Don't under-estimate advertising.


Amid all the sturm and drang about the death of advertising--about how consumers are impervious to messaging, a new book has come out that was just reviewed in The New York Times Book Review. It's called "BUYING IN: The Secret Dialogue Between What We Buy and Who We Are." And it's by Rob Walker, who writes "Consumed," a weekly shopping-culture column in The New York Times Magazine. You can read the review here: http://www.nytimes.com/2008/07/27/books/review/Manjoo-t.html?_r=1&ref=books&oref=slogin

The point seems to be as more and more people say they pay no attention to advertising, consumers, in fact, are ever more consumed by consumerism. Here's what seems to be the pithy-core of the book:

"Few of us will admit that we frequently succumb to salesmanship, and that marketing produces in us needs we never knew we had.
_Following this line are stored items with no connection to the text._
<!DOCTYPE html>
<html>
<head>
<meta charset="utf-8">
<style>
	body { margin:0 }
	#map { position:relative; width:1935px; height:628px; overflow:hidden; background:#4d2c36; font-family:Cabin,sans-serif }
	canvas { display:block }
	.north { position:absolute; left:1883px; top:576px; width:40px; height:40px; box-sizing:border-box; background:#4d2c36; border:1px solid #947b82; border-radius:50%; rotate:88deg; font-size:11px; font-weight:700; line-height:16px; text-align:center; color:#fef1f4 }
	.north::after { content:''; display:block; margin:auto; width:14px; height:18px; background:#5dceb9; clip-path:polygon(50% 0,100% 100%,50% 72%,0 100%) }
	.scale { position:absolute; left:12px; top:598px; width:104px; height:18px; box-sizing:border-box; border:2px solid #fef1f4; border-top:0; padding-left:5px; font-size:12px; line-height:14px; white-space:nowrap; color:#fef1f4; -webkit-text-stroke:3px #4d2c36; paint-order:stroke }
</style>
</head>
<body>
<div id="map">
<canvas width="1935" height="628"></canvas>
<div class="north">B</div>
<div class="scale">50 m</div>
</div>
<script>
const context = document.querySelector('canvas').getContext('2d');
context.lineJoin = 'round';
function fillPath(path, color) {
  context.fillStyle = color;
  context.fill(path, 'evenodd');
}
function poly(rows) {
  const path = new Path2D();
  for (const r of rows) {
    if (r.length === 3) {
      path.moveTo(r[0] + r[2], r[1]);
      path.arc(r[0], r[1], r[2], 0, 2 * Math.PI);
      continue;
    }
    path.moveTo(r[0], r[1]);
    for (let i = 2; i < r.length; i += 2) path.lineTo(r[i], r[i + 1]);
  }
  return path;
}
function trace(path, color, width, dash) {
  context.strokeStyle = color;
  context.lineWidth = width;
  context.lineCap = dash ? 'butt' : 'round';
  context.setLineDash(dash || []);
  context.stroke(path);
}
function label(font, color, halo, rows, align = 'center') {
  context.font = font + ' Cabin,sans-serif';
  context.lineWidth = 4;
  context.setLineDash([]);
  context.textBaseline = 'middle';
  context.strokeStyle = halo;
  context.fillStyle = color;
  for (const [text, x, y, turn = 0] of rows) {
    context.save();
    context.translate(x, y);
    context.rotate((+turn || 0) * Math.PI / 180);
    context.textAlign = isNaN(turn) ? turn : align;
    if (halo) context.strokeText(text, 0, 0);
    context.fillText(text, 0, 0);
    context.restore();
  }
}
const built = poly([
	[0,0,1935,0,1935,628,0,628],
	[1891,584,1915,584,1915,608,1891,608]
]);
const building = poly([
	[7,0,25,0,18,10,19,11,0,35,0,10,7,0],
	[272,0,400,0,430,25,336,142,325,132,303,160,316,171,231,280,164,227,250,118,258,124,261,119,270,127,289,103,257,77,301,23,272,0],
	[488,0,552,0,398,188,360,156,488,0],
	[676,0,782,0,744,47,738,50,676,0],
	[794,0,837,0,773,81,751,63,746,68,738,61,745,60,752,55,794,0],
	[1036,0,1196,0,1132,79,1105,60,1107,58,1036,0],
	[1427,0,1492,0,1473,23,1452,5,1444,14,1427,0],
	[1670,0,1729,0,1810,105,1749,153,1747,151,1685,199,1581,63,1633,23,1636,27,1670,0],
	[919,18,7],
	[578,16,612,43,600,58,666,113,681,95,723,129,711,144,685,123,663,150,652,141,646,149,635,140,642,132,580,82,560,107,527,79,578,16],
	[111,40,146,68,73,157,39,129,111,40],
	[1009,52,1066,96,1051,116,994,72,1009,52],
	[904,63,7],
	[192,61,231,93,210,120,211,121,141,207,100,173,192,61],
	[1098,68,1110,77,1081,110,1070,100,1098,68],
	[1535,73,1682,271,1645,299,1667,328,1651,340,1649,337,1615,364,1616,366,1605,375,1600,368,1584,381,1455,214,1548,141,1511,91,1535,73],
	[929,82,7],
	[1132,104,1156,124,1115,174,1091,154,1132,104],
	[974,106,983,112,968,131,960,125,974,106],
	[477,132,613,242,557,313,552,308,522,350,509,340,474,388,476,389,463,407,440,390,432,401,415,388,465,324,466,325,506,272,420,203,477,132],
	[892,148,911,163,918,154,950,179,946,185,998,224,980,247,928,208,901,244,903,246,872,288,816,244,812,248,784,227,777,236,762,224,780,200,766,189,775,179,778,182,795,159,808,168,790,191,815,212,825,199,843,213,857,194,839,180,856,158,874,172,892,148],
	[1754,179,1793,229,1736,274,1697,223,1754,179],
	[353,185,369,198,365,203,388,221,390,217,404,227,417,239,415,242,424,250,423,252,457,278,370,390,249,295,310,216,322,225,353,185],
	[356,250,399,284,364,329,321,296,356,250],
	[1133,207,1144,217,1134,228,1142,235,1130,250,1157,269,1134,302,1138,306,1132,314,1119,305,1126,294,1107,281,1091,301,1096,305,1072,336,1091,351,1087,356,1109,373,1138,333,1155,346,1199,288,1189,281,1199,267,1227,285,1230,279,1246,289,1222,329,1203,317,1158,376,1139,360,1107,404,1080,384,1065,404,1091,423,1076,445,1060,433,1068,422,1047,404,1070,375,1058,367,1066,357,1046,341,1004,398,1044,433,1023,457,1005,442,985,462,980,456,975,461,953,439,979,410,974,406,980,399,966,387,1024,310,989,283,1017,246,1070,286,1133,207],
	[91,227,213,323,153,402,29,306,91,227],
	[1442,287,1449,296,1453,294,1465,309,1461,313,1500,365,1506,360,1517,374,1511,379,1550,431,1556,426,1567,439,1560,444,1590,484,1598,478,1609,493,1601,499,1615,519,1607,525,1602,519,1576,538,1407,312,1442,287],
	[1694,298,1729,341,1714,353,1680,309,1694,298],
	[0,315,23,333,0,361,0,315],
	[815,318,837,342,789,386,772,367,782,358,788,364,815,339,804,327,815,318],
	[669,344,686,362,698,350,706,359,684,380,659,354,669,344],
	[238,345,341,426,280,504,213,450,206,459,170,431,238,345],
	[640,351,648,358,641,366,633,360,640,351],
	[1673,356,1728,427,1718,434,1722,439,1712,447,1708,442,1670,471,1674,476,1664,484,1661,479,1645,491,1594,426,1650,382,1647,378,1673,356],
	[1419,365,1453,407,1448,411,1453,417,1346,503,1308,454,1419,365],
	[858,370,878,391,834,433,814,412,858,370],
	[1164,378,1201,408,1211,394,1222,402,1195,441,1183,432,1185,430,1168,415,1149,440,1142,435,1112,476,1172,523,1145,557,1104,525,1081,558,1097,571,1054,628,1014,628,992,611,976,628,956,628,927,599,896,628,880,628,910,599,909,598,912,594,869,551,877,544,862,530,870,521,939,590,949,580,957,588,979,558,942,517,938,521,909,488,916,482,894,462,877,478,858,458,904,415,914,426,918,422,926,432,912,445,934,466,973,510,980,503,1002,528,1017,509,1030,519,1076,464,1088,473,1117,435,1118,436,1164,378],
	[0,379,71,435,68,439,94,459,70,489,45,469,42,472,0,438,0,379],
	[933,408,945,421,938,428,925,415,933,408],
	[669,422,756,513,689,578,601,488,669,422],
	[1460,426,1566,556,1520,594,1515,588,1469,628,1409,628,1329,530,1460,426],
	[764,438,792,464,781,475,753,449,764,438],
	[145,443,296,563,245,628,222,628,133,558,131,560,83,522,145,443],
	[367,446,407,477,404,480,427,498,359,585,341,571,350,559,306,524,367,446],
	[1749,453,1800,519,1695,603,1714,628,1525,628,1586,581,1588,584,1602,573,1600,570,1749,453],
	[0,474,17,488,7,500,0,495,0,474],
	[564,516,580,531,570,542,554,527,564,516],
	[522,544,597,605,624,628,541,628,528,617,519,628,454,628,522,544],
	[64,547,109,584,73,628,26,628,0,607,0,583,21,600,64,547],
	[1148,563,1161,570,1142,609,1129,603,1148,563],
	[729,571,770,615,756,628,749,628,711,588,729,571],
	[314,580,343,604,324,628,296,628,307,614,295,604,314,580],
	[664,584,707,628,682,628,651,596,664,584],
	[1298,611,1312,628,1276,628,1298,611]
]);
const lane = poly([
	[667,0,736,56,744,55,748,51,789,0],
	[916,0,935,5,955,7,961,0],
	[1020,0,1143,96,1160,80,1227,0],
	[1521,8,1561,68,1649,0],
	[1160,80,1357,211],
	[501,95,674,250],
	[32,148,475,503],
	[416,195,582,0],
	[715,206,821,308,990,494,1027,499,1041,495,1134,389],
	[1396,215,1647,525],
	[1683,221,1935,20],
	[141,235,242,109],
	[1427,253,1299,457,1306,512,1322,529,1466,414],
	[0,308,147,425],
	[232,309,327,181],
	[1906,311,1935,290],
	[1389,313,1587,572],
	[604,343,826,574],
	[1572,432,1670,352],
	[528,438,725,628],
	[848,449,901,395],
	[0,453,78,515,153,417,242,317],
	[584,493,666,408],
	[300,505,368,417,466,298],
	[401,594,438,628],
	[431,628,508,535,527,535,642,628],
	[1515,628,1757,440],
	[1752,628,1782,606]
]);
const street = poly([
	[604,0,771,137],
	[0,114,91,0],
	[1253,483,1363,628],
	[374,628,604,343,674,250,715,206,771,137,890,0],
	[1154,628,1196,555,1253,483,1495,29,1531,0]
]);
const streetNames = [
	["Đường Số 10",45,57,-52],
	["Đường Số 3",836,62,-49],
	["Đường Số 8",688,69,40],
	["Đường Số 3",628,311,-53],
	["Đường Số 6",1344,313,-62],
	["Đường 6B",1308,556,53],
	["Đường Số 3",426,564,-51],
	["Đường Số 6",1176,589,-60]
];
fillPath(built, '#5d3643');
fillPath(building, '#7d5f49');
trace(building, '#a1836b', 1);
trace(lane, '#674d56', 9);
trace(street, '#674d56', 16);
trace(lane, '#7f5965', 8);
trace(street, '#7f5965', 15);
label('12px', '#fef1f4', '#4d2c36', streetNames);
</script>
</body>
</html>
Advertisers play along, assuring us that we’re tough to persuade; the trade press laments the birth of a “new consumer,” shoppers hopped up on YouTube and TiVo who are said to have developed a strange “immunity” to advertising. “I’m not much of a consumer,” knowing youngsters confess to Walker — just before they launch into arias on the transcendent qualities of their favorite MP3 players or preferred brands of beer."

In other words, advertising can quote Mark Twain "reports of my death are greatly exaggerated."